There have not yet been any randomized controlled clinical trials evaluating the use of levosimendan for the treatment of critical cardiogenic shock in the context of transplantation. Despite the serious life‐threatening condition, our patient achieved clinical stability after treatment with levosimendan addition and was able to progress the course until successful heart transplantation. Additional research is needed to more clearly define the indications for, and benefits of, levosimendan therapy. Studies in patients with cardiogenic shock would provide data on whether other heart failure patients with cardiogenic shock might achieve similar impressive benefits with the addition of levosimendan therapy.

CONFLICT OF INTEREST

Christian Flottmann has received reimbursements of travel expenses from Orion Pharma.

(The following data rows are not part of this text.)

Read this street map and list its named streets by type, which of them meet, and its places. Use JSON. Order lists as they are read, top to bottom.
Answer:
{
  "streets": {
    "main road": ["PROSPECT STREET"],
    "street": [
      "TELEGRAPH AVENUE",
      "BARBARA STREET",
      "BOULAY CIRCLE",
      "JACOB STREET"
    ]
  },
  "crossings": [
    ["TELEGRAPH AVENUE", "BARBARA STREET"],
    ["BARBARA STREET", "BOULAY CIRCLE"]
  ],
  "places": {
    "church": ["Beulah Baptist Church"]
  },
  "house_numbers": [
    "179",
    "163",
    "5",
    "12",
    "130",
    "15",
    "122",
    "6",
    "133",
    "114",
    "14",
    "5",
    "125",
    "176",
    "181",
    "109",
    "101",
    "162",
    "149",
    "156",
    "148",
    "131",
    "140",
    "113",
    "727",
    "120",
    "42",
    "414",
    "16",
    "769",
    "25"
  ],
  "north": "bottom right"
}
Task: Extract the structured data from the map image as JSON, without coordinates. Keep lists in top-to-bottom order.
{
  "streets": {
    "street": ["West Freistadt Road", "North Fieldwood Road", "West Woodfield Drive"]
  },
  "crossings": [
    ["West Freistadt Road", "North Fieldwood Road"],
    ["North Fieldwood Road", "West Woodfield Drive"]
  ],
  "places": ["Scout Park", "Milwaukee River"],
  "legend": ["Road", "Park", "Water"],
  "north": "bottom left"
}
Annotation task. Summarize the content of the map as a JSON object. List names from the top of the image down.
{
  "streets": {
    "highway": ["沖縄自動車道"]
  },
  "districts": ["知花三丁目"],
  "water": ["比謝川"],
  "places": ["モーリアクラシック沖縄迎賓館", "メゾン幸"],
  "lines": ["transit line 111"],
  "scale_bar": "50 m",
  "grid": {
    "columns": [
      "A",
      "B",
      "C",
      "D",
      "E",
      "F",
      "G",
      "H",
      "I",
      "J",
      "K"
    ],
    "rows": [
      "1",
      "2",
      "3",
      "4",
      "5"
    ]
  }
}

All other authors have no conflicts of interest to declare.

AUTHOR CONTRIBUTIONS

CF: collecting data, analysis and manuscript draft. DD: critical review of data, literature and manuscript. CS: critical review of data, literature and manuscript. VR: critical review of data, literature and manuscript. HF: finalizing manuscript, critical review of data, literature and manuscript coordination.

ETHICAL APPROVAL

An exemption of ethical approval has been assigned for reporting this case and this report is in accordance with the Declaration of Helsinki. All persons gave their informed consent prior to inclusion in this report.